From another roundup a couple days before that, Dworkin quoted Katie Sherrod:
If black and brown children are old enough to experience racism, white children are old enough to learn about it.
Then a quote from Steven Levitsky and Daniel Ziblatt of The Atlantic:
When contemporary democracies die, they usually do so via constitutional hardball. Democracy’s primary assailants today are not generals or armed revolutionaries, but rather politicians—Hugo Chávez, Vladimir Putin, Viktor Orbán, Recep Tayyip Erdoğan—who eviscerate democracy’s substance behind a carefully crafted veneer of legality and constitutionality. This is precisely what could happen in the next U.S. presidential race. Elections require forbearance. For elections to be democratic, all adult citizens must be equally able to cast a ballot and have that vote count. Using the letter of the law to violate the spirit of this principle is strikingly easy. Election officials can legally throw out large numbers of ballots on the basis of the most minor technicalities (e.g., the oval on the ballot is not entirely penciled in, or the mail-in ballot form contains a typo or spelling mistake). Large-scale ballot disqualification accords with the letter of the law, but it is inherently antidemocratic, for it denies suffrage to many voters.
Clio2 wrote for the Readers and Book Lovers group of the Kos community about being nonbinary.
“Nonbinary” can signify a sense of gender that is someplace in-between, a bit of both, neither, varying, nonexistent, outside the system altogether, contradictory, evolving, or quite removed from the usual way we think about gender.
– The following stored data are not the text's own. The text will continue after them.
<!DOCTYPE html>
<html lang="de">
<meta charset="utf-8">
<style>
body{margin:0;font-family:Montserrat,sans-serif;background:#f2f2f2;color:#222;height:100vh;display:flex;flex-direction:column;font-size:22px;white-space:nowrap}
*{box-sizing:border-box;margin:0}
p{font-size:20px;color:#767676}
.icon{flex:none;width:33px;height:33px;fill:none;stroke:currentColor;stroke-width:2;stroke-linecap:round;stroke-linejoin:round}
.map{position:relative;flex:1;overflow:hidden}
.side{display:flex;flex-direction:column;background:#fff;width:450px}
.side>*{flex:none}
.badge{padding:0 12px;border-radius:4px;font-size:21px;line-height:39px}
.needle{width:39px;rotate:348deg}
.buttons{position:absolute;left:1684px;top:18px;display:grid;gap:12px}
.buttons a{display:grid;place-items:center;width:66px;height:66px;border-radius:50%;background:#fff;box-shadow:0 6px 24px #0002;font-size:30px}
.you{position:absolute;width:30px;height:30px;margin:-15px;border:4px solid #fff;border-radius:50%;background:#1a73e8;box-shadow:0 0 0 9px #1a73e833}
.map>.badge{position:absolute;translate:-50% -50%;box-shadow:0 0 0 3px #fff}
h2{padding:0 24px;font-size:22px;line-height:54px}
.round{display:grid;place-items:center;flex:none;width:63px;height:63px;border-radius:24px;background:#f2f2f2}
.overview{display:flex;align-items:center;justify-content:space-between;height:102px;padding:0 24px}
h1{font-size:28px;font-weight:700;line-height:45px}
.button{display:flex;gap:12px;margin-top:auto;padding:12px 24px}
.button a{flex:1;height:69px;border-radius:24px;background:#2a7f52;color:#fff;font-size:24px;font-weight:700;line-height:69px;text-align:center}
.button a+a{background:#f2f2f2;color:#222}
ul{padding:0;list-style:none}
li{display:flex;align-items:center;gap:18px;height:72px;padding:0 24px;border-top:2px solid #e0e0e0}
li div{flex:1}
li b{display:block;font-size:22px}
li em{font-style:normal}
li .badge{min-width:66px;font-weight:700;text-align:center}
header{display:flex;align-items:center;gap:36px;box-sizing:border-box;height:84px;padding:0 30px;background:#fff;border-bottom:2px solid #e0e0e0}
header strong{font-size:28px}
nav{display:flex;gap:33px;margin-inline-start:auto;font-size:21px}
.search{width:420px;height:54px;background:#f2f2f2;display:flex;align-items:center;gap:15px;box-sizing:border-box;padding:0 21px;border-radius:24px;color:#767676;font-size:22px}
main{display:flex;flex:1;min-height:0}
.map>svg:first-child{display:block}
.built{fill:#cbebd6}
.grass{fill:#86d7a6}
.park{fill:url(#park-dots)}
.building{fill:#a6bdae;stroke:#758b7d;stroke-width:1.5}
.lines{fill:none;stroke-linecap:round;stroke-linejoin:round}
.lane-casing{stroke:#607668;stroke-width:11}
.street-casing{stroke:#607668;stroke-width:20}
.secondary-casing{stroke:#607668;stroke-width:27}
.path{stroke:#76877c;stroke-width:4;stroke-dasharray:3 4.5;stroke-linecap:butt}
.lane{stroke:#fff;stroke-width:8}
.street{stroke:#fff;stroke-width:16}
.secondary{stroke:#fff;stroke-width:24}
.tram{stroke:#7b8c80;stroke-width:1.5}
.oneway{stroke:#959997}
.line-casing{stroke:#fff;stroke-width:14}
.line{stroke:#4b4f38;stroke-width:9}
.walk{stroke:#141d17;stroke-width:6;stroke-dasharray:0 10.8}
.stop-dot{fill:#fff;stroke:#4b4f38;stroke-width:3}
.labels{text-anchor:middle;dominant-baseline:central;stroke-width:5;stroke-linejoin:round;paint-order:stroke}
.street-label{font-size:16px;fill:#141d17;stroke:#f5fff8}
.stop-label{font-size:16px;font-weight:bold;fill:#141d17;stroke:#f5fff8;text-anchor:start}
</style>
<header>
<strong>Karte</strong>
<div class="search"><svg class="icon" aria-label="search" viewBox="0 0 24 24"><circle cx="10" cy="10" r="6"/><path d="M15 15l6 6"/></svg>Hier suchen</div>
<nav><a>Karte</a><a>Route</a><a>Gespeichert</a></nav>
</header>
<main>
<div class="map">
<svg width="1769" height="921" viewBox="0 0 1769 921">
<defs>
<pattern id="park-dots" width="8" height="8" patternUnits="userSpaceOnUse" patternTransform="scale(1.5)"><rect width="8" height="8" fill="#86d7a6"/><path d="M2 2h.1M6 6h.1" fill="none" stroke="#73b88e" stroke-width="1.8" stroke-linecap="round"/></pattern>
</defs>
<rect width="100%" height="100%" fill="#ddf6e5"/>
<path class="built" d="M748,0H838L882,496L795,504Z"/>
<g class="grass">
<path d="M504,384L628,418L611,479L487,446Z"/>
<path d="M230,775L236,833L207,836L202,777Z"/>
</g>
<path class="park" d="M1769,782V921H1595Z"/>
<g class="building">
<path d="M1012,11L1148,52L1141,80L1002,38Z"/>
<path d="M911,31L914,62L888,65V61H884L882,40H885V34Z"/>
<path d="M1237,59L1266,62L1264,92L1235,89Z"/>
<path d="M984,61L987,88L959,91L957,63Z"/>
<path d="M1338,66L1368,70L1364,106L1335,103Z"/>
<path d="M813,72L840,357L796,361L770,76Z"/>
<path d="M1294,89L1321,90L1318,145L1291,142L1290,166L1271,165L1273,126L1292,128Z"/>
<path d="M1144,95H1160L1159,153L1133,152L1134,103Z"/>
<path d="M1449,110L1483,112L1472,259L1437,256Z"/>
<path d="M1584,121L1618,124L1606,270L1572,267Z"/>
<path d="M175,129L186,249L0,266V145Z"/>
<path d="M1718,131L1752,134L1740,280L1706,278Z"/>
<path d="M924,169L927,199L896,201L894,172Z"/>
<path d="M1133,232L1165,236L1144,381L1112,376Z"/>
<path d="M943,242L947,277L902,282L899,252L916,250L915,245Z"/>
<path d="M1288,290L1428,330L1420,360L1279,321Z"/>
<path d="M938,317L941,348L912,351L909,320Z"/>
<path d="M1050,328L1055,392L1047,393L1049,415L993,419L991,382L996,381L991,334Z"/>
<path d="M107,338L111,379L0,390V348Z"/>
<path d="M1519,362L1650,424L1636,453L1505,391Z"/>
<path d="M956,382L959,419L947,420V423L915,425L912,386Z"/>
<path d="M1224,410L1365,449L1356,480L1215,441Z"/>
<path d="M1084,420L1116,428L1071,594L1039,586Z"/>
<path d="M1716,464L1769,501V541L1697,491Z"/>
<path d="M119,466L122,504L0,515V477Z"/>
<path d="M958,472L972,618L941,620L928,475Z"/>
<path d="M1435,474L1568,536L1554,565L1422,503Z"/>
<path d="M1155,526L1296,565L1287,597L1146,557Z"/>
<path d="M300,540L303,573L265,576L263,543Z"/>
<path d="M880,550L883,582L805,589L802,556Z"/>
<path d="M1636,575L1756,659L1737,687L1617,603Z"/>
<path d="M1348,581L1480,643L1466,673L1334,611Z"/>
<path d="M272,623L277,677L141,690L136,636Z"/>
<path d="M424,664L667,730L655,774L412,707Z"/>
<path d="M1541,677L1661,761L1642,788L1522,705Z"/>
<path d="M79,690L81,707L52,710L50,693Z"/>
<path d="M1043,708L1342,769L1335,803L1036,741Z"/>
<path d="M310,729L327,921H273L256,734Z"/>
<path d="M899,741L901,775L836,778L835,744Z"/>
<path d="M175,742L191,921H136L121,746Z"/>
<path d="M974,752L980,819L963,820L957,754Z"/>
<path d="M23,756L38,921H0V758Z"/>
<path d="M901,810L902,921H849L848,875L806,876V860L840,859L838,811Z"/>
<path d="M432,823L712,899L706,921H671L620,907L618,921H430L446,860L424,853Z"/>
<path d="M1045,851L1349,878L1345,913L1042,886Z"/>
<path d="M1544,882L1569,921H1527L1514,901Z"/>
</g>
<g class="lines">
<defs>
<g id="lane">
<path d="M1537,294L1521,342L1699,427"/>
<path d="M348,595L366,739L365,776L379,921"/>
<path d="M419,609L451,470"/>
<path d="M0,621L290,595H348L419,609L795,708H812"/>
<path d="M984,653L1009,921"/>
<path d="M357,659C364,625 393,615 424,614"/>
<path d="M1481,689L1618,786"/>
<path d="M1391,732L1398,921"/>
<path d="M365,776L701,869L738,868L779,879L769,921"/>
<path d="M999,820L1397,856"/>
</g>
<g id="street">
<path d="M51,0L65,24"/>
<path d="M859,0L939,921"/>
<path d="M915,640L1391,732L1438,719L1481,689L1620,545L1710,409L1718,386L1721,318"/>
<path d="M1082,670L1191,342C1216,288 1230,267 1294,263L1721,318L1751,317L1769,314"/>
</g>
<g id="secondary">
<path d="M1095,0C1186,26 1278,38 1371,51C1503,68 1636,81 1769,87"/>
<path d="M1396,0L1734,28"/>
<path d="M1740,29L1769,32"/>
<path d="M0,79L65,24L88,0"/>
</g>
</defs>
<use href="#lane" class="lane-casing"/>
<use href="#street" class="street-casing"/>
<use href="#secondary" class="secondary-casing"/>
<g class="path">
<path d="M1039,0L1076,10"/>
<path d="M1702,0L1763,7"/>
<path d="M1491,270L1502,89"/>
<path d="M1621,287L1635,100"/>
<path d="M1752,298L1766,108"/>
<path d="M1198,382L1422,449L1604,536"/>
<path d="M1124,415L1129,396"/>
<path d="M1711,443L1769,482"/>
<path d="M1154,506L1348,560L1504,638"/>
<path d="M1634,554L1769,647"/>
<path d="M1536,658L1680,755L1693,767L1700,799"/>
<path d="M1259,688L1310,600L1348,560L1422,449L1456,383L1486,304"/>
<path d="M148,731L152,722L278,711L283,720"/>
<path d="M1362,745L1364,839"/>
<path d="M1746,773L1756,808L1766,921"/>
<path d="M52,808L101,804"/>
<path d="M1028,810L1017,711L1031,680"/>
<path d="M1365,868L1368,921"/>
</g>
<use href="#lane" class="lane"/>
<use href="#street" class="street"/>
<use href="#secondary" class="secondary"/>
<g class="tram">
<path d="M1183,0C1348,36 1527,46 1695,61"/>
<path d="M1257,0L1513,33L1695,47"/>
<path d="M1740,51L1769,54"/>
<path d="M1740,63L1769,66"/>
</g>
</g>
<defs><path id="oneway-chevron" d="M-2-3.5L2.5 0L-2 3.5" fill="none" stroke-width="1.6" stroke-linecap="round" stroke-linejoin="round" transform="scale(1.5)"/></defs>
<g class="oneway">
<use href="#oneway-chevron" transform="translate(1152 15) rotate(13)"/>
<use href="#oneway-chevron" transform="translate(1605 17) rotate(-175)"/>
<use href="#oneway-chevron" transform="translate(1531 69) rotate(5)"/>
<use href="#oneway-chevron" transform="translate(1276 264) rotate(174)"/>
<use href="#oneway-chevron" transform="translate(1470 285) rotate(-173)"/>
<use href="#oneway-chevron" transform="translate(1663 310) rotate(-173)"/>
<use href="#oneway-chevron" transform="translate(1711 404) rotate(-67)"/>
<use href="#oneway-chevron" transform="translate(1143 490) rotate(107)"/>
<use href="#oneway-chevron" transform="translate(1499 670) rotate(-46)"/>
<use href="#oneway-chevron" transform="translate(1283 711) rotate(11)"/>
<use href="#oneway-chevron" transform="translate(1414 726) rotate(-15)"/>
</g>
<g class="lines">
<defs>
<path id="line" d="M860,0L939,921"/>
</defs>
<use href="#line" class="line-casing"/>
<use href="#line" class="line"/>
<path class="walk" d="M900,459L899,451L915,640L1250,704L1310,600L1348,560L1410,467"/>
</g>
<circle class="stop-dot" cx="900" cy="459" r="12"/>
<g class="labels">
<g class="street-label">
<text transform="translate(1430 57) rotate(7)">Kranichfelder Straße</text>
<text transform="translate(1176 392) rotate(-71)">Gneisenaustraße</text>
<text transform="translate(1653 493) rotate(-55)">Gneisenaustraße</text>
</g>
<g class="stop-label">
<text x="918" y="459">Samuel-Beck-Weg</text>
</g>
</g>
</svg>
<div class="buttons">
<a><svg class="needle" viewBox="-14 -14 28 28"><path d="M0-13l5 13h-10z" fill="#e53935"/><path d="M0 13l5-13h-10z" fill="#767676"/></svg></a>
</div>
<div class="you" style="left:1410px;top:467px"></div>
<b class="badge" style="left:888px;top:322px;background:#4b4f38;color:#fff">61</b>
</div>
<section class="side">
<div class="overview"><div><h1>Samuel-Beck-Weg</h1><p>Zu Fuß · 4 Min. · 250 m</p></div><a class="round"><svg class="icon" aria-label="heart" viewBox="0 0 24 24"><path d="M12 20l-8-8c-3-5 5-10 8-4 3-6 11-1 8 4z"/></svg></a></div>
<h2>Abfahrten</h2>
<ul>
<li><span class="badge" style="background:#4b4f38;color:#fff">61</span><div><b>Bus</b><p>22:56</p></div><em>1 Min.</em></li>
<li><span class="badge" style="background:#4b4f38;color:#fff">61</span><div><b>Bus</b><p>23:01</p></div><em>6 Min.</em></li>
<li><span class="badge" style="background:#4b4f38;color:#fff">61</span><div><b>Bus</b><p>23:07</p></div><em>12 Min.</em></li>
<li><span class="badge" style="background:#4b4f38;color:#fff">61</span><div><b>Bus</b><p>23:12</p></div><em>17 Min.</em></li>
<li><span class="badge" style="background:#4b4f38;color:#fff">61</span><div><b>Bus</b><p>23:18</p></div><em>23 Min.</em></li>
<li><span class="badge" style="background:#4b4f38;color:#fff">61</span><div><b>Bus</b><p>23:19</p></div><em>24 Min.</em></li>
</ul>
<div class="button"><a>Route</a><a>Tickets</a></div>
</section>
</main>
The discussion worked through four anthologies for a total of nearly 100 essays written by nonbinary people that describe what such a life is like. The first time a person deals with being nonbinary is almost always over clothes. In our society, as in many, clothes are highly gendered. So this is the place where a person’s sense of self smacks against societal expectations. Clio2 also discussed feelings. We’re told feelings aren’t facts, but strong feelings are a fact that indicates something is going on. There is gender dysphoria, when there is a conflict between gender expectation and personal gender understanding. Sometimes that includes a mismatch between gender and anatomy (which we usually call transgender). There is also gender euphoria, the joy felt when a sense of gender is affirmed. There is a wide spectrum of what nonbinary people call themselves – metagender, genderfluid, and many more. In America we’ve somewhat accepted “they” as the pronoun for nonbinary, though many others are considered, such as “xe.” One of the quotes from an anthology:
I long for a world where my actions weren’t gendered and I could just interact as a human, where people, trans and cisgender alike, didn’t have to carry around the constant pressure of gender roles thrust upon them.
That quote is from Haven Wilvich, from page 61 of Nonbinary Memoirs of Gender and Identity, edited by Micah Rajunov and Scott Duane.